Newark (OH) Advocate, “The Impending Danger,” July 5, 1861

    Source citation
    “The Impending Danger,” Newark (OH) Advocate, July 5, 1861, p. 2: 5.
    Newspaper: Publication
    Newark Advocate
    Newspaper: Headline
    The Impending Danger
    Newspaper: Page(s)
    2
    Newspaper: Column
    5
    Type
    Newspaper
    Date Certainty
    Exact
    Transcriber
    Don Sailer, Dickinson College
    Transcription date
    The following text is presented here in complete form, as it originally appeared in print. Spelling and typographical errors have been preserved as in the original.

    The Impending Danger

    The Ohio State Journal, of July 3rd, frankly expresses its fears that both England and France will take sides with the Confederates on the first pretext that is afforded them. It says that in such a contingency, “every warlike virtue of our people would tend to protract, to embitter, to ensanguine such a struggle.
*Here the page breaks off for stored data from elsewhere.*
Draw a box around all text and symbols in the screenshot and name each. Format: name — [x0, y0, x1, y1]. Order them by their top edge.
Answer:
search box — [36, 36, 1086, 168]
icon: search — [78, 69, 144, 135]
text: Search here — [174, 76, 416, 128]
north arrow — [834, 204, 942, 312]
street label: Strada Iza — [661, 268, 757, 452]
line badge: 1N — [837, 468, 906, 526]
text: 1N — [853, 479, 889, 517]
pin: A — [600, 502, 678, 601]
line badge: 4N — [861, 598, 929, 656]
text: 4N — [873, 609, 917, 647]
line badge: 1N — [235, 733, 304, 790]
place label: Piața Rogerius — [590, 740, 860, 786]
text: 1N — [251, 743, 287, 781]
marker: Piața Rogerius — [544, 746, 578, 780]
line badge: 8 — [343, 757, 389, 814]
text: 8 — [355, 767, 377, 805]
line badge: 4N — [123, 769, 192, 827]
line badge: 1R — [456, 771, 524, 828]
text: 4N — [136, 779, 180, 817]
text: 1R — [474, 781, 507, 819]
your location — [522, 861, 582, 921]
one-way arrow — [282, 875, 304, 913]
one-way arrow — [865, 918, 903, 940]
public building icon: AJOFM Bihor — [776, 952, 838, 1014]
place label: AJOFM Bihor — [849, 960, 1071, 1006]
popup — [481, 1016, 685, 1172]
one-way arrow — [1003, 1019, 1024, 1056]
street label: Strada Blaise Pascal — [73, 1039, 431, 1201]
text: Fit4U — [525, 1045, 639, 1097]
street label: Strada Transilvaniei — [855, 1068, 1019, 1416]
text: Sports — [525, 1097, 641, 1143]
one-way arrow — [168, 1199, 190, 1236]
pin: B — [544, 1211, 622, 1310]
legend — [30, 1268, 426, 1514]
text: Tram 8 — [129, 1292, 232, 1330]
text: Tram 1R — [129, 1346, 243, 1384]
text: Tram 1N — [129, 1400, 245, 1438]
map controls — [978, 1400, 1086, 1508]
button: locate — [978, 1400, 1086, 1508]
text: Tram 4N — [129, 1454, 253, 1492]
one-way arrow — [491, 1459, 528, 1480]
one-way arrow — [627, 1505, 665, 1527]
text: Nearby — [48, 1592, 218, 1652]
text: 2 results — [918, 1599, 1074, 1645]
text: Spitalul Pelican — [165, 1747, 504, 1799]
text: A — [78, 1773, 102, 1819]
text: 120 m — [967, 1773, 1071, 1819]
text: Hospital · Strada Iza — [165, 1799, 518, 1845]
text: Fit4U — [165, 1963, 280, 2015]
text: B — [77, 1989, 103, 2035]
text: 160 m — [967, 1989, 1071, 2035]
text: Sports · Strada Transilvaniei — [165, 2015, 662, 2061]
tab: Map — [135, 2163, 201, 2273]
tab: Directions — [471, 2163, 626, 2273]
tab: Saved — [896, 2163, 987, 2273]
A generation might pass from the earth before the end, and when at last the end came, it would find an impoverished people, devastated fields and ruined cities.” It adds further: “The American question would be then no longer one of American dominance on this continent, but America existence here; for would England and France cease to meddle with our affairs, when once successful?” We agree in the foregoing views of the Journal, but we cannot see how the forced emancipation of all the Southern slaves by proclamation of the President (as it proposes,) would restore the fealty of the South and re-establish the Union. Instead of brining peace, tranquility and union to our people, it would prolong and perpetuate the existing bitterness and alienation. Under such circumstances, the South would bow at the footstool of any other master rather than the North. There is danger that even now this feeling has an existence in the South, and it behooves good and discreet men of all parties to consider in what way this sad state of things can best be remedied. If we are ever to be a happy and united people, it is the part of wisdom that it should be brought about in advance of any intermeddling from abroad. The bone of contention between the North and South (unless abolitionism is really the object of the former,) is not worth wrangling over for a single moment in the face of such immense interests as are involved in a civil war. – We think that in this opinion all good citizens, after dispassionate reflection, will fully concur.